Creating a Cluster: When a system administrator wishes to create a new cluster, the administrator will run a cluster installation utility on the system to become the first member of the cluster. For a new cluster, the database is created and the initial cluster member is added. The administrator will then configure any devices that are to be managed by the cluster software. We now have a cluster with a single member. In the next step of clustering each node is added to the cluster by means of similarity on the basis of the resources used. The new node automatically receives a copy of the existing cluster database.

Joining a Cluster: Following a restart of a system, the cluster service is started automatically. The system configures and mounts local, non-shared devices. Cluster-wide devices must be left offline while booting because another node may be using them. The system uses a ‘discovery’ process to find the other members of the cluster.

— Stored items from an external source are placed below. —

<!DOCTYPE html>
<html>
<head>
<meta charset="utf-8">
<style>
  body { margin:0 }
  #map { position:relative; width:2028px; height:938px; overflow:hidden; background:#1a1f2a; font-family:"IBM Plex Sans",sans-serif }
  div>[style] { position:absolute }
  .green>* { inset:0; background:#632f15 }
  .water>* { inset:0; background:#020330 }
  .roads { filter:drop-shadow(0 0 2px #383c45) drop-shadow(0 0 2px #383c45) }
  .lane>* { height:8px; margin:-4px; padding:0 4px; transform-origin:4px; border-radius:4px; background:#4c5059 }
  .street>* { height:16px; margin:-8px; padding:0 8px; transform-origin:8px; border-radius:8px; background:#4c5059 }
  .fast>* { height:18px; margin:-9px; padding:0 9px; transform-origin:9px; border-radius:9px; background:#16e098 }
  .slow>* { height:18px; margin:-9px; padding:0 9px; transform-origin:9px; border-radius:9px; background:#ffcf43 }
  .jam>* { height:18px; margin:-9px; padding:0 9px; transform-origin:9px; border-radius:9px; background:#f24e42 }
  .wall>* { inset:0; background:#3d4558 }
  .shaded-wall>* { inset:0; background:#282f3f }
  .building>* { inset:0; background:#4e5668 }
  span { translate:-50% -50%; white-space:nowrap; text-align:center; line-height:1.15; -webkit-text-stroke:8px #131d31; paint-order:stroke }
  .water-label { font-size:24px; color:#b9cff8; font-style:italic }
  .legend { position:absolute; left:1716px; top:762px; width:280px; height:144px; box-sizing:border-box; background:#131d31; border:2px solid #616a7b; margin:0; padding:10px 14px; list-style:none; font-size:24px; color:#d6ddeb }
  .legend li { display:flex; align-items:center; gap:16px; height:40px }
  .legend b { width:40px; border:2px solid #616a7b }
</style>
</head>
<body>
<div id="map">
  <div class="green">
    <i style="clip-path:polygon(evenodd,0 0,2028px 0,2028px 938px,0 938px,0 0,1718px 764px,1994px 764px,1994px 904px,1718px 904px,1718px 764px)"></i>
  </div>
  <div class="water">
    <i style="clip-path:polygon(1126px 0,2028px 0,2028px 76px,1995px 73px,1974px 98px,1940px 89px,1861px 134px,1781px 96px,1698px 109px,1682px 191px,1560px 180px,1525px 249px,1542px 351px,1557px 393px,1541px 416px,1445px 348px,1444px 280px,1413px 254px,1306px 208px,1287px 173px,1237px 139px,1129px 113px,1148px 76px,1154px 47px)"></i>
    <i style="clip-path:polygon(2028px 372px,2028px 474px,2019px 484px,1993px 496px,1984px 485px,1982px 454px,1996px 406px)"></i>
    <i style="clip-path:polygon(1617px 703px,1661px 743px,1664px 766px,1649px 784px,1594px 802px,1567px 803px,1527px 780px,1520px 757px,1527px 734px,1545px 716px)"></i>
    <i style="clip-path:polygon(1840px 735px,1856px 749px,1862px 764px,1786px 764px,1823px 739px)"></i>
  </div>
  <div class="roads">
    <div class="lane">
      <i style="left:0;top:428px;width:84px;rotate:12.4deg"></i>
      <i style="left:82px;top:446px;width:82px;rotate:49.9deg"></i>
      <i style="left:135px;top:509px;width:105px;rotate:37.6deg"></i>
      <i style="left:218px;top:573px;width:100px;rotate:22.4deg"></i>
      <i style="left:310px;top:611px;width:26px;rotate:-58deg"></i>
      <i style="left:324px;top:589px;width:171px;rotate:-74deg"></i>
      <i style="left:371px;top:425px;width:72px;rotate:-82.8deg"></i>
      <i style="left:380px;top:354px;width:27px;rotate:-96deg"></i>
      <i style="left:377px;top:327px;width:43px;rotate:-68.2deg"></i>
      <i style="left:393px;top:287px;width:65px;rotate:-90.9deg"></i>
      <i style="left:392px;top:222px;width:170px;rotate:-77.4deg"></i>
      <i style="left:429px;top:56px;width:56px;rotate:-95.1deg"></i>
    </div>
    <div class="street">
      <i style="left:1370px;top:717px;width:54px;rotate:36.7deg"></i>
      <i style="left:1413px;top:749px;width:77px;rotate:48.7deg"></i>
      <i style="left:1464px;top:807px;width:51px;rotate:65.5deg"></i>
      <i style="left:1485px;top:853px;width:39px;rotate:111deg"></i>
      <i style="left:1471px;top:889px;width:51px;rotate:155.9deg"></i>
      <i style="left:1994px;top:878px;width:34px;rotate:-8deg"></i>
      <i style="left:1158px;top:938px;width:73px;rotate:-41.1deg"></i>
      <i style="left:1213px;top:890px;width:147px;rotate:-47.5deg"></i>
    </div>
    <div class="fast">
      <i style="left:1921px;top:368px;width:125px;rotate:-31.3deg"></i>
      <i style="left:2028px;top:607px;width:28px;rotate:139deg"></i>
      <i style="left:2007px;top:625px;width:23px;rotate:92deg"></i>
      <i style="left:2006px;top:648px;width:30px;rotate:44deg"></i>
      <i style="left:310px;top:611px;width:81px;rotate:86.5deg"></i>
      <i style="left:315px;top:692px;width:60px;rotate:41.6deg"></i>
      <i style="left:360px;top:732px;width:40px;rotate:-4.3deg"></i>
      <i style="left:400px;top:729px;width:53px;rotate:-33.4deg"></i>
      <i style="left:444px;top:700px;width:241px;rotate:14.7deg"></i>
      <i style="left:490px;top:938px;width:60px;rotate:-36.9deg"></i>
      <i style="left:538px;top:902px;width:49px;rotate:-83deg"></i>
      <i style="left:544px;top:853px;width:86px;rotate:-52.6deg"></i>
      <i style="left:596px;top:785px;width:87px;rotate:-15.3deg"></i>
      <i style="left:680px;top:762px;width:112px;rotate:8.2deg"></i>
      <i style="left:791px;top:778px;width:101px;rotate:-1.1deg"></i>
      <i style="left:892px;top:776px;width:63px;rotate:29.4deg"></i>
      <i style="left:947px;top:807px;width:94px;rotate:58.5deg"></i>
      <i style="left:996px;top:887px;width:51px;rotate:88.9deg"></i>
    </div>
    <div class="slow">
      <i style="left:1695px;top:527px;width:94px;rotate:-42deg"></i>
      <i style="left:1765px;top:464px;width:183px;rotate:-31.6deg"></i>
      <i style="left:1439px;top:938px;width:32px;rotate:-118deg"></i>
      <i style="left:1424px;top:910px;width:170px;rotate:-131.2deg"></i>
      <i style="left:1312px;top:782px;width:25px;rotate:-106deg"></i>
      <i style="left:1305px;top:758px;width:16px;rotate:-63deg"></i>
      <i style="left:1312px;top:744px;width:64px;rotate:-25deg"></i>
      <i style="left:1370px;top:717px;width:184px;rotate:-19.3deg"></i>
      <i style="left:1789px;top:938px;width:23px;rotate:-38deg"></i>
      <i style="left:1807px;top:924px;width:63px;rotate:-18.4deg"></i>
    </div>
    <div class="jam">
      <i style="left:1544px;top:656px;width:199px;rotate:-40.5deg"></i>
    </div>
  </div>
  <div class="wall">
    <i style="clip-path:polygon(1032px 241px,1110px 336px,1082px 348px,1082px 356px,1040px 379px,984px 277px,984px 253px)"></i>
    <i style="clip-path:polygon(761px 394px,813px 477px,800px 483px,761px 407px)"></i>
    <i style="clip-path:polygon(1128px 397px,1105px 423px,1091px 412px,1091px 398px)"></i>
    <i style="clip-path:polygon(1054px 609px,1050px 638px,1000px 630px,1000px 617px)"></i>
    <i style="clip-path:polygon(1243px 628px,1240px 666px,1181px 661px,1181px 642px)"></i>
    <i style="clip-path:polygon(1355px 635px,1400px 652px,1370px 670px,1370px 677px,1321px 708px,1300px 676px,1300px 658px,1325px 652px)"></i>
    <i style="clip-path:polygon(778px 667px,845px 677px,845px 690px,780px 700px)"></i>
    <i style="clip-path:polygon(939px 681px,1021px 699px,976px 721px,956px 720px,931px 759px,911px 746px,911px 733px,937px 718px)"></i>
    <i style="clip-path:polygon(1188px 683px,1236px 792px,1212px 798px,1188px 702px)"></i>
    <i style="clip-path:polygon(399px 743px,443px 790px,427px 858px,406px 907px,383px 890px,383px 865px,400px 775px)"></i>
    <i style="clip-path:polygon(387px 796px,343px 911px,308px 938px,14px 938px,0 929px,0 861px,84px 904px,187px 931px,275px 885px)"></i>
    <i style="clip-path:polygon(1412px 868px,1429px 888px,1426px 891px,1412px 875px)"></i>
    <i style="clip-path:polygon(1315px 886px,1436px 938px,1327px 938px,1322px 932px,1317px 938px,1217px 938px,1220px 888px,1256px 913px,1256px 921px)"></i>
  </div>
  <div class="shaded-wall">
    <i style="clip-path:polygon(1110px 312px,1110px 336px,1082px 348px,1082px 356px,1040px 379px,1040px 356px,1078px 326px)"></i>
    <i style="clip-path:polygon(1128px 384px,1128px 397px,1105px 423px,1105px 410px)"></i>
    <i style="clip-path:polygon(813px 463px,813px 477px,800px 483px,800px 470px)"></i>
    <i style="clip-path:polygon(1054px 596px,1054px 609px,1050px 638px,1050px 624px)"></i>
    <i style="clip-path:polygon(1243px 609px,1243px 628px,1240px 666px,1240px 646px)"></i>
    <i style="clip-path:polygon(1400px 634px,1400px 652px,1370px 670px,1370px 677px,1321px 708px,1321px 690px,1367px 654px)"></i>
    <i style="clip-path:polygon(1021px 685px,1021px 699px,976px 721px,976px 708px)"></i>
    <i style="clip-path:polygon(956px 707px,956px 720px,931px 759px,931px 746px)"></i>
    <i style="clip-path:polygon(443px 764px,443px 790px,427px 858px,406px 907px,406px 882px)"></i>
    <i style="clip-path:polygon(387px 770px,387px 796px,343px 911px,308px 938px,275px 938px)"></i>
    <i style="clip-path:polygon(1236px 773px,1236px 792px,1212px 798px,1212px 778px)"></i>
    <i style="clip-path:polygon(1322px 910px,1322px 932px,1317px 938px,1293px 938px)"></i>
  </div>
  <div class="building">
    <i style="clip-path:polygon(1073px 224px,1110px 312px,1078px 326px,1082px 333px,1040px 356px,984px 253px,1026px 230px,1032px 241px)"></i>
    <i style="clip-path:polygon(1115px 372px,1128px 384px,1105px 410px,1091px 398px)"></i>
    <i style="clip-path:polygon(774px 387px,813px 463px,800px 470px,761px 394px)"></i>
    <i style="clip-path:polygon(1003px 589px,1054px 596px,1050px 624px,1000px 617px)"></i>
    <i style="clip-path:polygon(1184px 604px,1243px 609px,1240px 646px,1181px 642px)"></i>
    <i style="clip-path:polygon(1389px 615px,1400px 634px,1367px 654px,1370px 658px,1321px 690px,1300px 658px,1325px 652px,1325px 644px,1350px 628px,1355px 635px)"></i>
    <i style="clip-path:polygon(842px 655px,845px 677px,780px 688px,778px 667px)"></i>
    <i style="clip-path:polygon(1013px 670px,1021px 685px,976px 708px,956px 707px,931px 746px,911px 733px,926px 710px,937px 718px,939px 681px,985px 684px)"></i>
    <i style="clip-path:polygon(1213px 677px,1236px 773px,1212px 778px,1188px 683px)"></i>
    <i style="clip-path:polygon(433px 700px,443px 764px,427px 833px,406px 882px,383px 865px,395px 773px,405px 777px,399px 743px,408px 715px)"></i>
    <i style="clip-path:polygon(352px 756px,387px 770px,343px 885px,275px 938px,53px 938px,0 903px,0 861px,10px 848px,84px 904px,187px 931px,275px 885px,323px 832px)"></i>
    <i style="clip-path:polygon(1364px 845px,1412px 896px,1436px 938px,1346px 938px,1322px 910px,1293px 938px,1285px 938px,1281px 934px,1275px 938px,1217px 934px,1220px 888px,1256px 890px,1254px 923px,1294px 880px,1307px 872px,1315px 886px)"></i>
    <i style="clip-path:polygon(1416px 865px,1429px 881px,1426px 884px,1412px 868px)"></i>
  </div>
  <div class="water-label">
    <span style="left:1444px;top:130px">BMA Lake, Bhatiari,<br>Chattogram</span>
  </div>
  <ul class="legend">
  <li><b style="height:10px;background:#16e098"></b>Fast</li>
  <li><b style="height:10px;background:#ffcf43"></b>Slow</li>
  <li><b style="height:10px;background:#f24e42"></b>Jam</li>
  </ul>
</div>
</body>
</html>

Leaving a Cluster: When leaving a cluster, a cluster member will send a ClusterExit message to all other members on the cluster, notifying them of its intent to leave the cluster. The exiting cluster member does not wait for any responses and immediately proceeds to shutdown all resources and close all connections managed by the cluster software.

Sending a message to the other systems in the cluster when leaving saves the other systems from discovering the absence and having to go to a regroup effort to re-establish the membership.

6. CONCLUSION

In this paper, we try to give the basic concept of clustering by first providing the definition and clustering and then the definition of some related terms. We give some examples to elaborate the concept. Then we give different approaches to data clustering and also discussed some algorithms to implement that approaches. The partitioning method and hierarchical method of clustering were explained. The applications of clustering are also discussed with the examples of medical images database, data mining using data clustering and finally the case study of windows NT.

So we try to prove the importance of clustering in every area of computer science. We also try to prove that clustering is not something really typical to databases but it has its applications in the fields like networking.

 

7. REFERENCES

[1] Athman Bouguettaya "On Line Clustering", IEEE Transaction on Knowledge and Data Engineering Volume 8, No. 2, April 1996.

[2] Euripides G.M. Petrakis and Christos Faloutsos "Similarity Searching in Medical Image Databases", IEEE Transaction on Knowledge and Data Engineering Volume 9, No. 3, MAY/JUNE 1997.

[3] Rob Short, Rod Gamache, John Vert and Mike Massa "Windows NT Clusters for Availability and Scalability" Microsoft Online Research Papers, Microsoft Corporation.

[4] Jim Gray "QqJim Gray’s NT Clusters Research Agenda" Microsoft Online Research Papers, Microsoft Corporation.

[5] Bruce Moxon "Defining Data Mining, The Hows and Whys of Data Mining, and How It Differs From Other Analytical Techniques" Online Addition of DBMS Data Warehouse Supplement, August 1996.

[6] Willet, Peter "Parallel Database Processing, Text Retrieval and Cluster Analyses" Pitman Publishing, London, 1990.